The human full of facelines and folds disappeared into the messy domain in front of her and Casixa held “this”.

“How?”

"Around the neck you, weirdo" and she gestured to the trunk that held the human brain cage.

Casixa tried tying it and it fell artistically around her now wingless body as she observed the new, unfamiliar world around her. This was no longer Angeleisite – this was Earth and she was on Oxford Road in the little cafe that she often watched, only this time she was there in the flesh. Being an angel here would be wonderful – if she could quieten down the mind-reading and blend in a little, this was the perfect place for her to finally help humanity.

Surveying her objects, she delicately hovered around a ripe, red-faced human and his brood of two. They held props in the same blue that they wore. As the little humans gently argued over who imitated whom and what strange shaped potato they enjoyed more (it seems smiles are the tastiest to ingest), Casixa noticed an almost identical tribe sat close by.

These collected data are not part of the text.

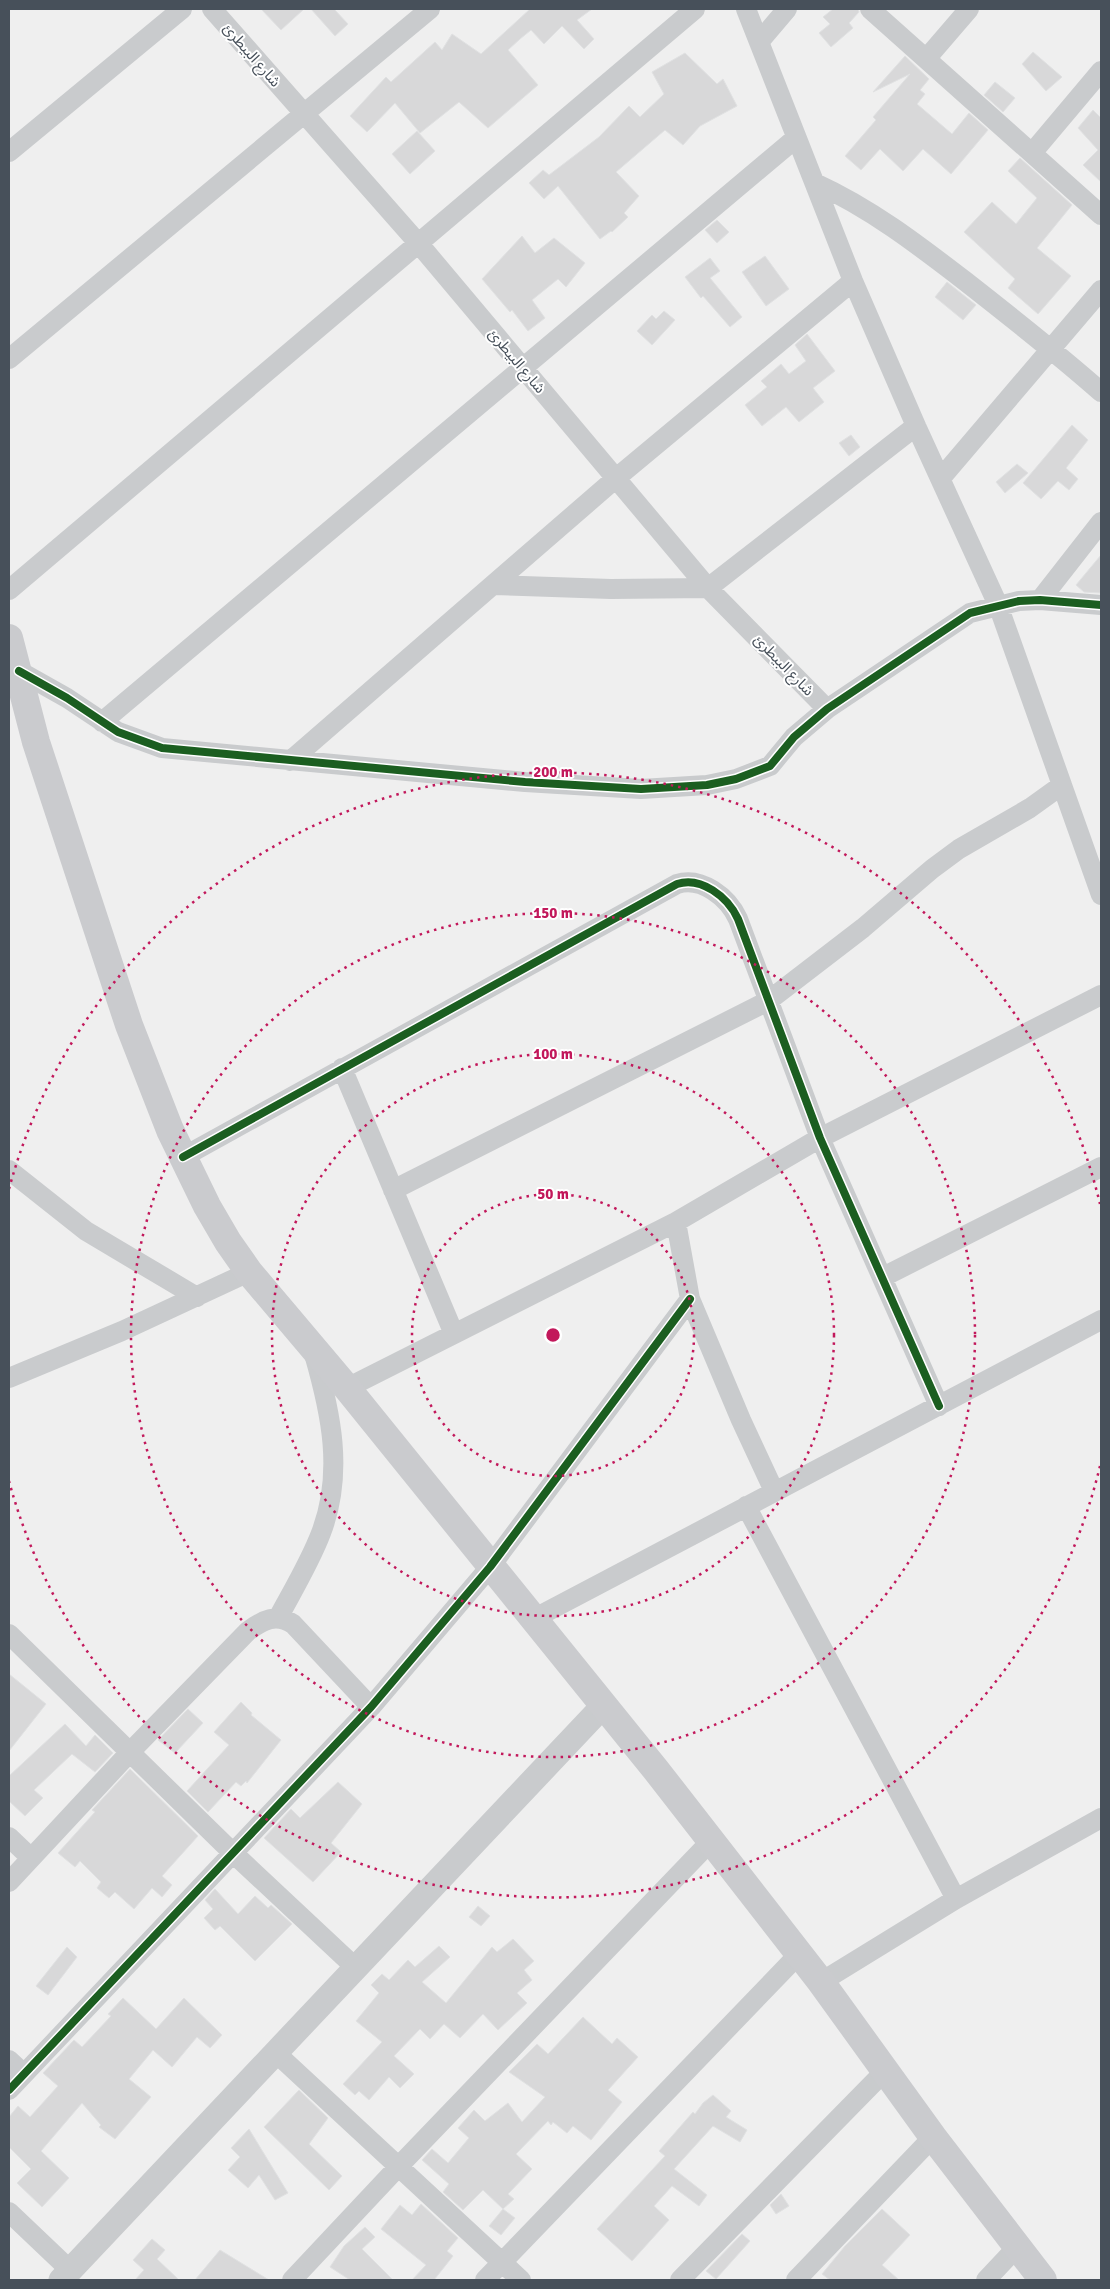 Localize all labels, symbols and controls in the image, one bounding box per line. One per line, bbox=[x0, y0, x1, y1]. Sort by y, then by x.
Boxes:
street label: شارع البيطرئ bbox=[217, 19, 285, 93]
street label: شارع البيطرئ bbox=[482, 325, 549, 399]
street label: شارع البيطرئ bbox=[748, 630, 818, 702]
text: 200 m bbox=[533, 763, 573, 781]
text: 150 m bbox=[533, 904, 573, 922]
text: 100 m bbox=[533, 1045, 573, 1063]
text: 50 m bbox=[537, 1185, 569, 1203]
centre of rings bbox=[544, 1326, 562, 1344] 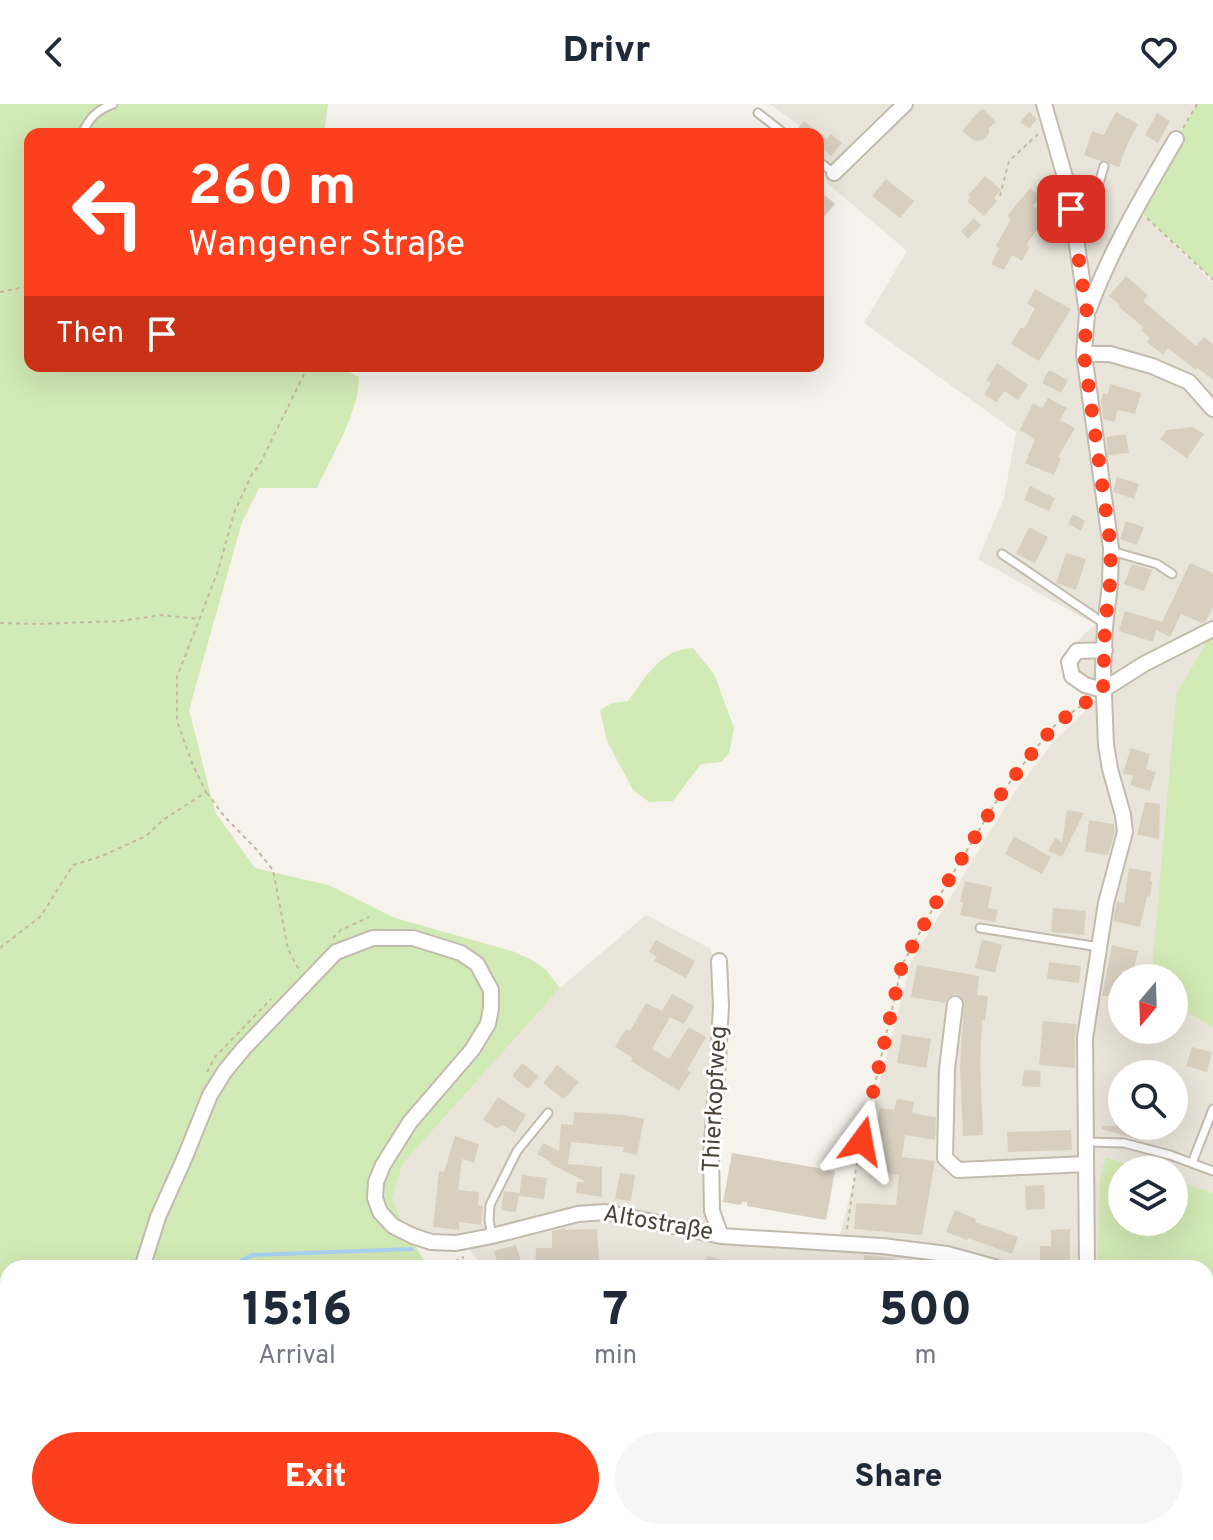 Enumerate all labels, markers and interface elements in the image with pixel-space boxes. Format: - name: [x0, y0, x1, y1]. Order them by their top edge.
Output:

Both larger humans slapped their thighs and shook their shoulders at their attempts of humour – which were not met by impressed reactions. Through listening closely these unfunny sentences were known as ‘Dad Jokes’, and though she decided not to waste time on dentist appointments being best at 2:30, she enjoyed the resounding reactions.

The six matching meals were served as the same thoughts of love, anxiety and apprehension came in and out of both Dads’ minds. They thought about money, about safety and about goal defence.

The man in blue looked at the others and Casixa sought her opportunity. She approached him confidently.

“Please, tell the person about his hair cut!”

“What?!”

“Please, you were thinkin-” Casixa was cut off by the red man’s anger.

He stood up, his face instantly a dartboard of angry lines whilst the man in blue turned a flushed purple as they both glanced down at their opposing chest labels. She had only wanted to air the humans’ compliment and now she suffocated in angry thoughts, attempting to shrink into the walls. Casixa tightened her shoulder blades and begged for her wings to wrap around her and shoot to the skies but the shouting thoughts continued and hit her like aggravated dust particles to fresh air. She begged silently to Mother-Angel to take her back home. She had been warned about meddling in human affairs, but hadn’t expected this punishment.

With bafflement, Casixa continued her day assimilating human-ness. It was difficult.

She noticed strange things – what people thought and how they acted rarely correlated.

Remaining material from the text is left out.